== The data ==

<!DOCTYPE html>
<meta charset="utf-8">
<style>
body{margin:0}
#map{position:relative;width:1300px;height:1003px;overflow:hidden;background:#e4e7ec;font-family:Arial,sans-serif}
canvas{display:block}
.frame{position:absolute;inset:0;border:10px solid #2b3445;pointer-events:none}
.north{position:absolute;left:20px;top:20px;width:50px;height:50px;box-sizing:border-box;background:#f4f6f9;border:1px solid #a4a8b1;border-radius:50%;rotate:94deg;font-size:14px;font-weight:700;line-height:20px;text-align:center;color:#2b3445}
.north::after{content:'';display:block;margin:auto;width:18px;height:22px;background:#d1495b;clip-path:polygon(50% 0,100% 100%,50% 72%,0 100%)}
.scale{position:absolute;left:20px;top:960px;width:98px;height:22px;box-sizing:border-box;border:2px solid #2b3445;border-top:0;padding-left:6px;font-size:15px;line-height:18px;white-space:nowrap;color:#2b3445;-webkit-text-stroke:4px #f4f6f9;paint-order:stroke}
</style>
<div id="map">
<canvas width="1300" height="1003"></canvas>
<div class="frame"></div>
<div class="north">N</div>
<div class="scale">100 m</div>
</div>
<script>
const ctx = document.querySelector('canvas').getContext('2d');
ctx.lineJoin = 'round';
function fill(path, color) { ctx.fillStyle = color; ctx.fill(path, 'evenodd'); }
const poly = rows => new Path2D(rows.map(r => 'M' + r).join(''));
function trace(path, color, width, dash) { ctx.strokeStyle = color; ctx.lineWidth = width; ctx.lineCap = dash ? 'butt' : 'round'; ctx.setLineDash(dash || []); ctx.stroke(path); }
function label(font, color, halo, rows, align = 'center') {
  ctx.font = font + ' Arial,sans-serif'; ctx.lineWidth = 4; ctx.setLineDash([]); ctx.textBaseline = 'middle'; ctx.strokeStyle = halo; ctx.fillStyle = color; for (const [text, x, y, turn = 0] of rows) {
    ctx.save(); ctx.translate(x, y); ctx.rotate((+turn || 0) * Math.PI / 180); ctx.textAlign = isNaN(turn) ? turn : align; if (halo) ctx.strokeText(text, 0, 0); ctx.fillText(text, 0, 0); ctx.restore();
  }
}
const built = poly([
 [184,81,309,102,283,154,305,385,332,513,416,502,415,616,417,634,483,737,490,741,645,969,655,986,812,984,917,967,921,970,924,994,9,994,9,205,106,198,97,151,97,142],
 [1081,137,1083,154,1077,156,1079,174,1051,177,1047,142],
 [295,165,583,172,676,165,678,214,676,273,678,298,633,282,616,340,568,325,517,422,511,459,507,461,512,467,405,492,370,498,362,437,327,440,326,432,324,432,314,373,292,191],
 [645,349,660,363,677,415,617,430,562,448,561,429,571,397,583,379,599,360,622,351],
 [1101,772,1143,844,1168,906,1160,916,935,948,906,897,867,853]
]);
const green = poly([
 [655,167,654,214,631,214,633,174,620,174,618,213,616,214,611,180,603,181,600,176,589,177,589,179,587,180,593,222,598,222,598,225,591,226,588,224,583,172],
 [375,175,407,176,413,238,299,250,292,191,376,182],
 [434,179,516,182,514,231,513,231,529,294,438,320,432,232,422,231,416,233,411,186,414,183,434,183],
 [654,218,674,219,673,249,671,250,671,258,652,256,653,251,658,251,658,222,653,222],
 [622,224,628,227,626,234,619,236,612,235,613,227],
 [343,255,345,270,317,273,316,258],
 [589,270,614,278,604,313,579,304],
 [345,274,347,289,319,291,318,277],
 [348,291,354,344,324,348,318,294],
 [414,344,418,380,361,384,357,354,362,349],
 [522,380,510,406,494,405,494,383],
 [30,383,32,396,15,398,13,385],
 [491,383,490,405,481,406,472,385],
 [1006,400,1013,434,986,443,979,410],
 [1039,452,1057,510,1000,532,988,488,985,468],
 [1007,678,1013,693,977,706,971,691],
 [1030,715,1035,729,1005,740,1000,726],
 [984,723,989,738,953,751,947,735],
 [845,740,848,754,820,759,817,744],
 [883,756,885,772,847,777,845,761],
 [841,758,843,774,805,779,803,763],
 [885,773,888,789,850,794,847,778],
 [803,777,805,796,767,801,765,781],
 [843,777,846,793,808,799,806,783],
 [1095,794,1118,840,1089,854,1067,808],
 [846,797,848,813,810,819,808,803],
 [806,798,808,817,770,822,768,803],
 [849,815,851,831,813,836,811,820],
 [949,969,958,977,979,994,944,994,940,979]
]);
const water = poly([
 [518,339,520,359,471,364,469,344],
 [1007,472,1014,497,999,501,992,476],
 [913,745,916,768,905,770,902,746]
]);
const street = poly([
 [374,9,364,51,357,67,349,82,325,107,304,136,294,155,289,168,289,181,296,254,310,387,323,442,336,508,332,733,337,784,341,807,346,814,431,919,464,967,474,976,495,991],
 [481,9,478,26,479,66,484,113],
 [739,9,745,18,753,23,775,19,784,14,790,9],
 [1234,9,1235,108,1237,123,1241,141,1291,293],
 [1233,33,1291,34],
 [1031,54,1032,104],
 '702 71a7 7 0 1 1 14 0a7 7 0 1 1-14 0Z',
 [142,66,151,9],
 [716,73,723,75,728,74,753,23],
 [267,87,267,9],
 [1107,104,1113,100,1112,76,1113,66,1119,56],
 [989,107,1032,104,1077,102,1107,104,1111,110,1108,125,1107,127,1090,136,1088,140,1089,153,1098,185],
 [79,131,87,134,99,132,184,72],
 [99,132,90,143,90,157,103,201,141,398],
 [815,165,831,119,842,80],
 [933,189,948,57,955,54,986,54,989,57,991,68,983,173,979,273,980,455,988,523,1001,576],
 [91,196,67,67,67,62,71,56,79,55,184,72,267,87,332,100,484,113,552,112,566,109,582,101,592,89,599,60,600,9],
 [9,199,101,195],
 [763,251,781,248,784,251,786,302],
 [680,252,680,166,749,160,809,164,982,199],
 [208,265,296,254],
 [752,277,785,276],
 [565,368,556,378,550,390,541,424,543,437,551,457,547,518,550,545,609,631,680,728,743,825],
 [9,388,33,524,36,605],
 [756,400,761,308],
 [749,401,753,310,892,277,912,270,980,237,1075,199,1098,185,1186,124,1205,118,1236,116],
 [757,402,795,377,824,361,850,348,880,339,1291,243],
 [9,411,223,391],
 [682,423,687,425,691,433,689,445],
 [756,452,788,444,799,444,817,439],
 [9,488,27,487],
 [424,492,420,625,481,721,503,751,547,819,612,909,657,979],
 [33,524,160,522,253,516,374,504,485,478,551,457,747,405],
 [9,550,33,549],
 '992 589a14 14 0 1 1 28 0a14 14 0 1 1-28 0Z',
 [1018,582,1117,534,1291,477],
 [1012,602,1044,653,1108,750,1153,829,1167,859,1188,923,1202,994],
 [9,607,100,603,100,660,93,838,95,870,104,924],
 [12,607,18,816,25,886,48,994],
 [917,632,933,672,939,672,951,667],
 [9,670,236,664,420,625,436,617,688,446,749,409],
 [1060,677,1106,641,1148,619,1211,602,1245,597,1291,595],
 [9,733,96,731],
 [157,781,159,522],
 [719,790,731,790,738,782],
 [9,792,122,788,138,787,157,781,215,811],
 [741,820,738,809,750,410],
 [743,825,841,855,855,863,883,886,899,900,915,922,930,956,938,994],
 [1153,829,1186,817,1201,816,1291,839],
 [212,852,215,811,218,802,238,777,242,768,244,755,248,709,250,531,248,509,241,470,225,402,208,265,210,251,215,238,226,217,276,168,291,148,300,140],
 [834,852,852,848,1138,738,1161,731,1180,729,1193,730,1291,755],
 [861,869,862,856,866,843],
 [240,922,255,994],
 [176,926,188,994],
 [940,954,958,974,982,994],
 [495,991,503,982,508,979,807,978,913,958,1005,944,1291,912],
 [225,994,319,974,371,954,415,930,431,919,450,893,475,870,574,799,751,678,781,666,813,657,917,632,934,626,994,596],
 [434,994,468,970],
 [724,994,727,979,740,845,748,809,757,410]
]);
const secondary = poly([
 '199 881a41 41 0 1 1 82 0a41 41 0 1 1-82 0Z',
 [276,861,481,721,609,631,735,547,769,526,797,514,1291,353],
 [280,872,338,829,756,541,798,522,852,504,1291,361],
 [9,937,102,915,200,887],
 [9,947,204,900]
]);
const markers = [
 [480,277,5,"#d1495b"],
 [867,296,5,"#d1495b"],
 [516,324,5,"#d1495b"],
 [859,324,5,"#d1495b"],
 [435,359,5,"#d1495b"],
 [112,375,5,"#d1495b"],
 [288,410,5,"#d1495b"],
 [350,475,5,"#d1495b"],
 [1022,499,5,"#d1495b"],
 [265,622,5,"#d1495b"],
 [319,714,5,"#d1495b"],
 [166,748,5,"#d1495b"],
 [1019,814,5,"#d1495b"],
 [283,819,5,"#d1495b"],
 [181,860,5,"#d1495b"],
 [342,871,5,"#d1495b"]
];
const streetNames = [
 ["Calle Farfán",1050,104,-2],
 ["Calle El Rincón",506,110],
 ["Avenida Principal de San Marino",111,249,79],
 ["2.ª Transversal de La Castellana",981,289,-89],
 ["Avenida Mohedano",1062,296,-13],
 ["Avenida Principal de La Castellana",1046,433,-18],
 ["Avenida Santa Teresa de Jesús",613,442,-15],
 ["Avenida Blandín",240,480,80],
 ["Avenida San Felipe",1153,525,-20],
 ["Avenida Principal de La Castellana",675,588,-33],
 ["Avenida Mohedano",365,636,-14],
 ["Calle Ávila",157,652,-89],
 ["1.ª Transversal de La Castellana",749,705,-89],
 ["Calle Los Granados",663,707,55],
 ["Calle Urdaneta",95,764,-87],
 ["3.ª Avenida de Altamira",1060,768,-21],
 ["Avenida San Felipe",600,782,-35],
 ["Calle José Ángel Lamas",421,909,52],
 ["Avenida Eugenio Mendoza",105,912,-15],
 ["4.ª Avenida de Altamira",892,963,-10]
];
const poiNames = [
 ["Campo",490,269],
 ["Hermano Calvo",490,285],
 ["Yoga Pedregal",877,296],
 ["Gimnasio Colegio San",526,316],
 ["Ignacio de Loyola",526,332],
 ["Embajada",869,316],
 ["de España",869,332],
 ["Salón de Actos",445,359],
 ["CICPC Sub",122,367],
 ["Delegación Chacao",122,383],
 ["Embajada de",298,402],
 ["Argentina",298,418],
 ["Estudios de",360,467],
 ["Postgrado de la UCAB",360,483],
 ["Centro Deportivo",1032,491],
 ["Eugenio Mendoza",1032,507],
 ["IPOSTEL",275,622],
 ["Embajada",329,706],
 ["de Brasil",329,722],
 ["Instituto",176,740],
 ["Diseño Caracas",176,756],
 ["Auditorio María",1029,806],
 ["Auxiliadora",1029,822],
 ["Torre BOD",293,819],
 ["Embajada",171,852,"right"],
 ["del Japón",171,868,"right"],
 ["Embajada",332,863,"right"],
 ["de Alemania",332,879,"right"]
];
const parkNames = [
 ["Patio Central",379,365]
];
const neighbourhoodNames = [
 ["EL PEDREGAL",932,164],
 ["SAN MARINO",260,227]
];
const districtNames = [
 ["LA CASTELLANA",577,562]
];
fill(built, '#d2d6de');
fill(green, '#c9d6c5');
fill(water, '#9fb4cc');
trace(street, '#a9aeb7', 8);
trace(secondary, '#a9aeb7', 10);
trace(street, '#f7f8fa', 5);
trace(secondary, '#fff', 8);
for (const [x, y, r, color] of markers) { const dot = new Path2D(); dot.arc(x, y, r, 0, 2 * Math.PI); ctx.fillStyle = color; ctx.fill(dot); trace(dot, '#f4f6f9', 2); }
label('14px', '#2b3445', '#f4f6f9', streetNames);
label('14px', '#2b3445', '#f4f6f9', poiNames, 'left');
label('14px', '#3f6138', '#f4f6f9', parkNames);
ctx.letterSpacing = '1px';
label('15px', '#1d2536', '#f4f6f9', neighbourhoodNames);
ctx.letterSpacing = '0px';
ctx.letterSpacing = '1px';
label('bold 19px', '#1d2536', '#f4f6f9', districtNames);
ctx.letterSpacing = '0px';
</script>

== Requirement ==
The answer must be a single number: the count of lines in the data that contain the word "rows".

== Response to the exercise ==
3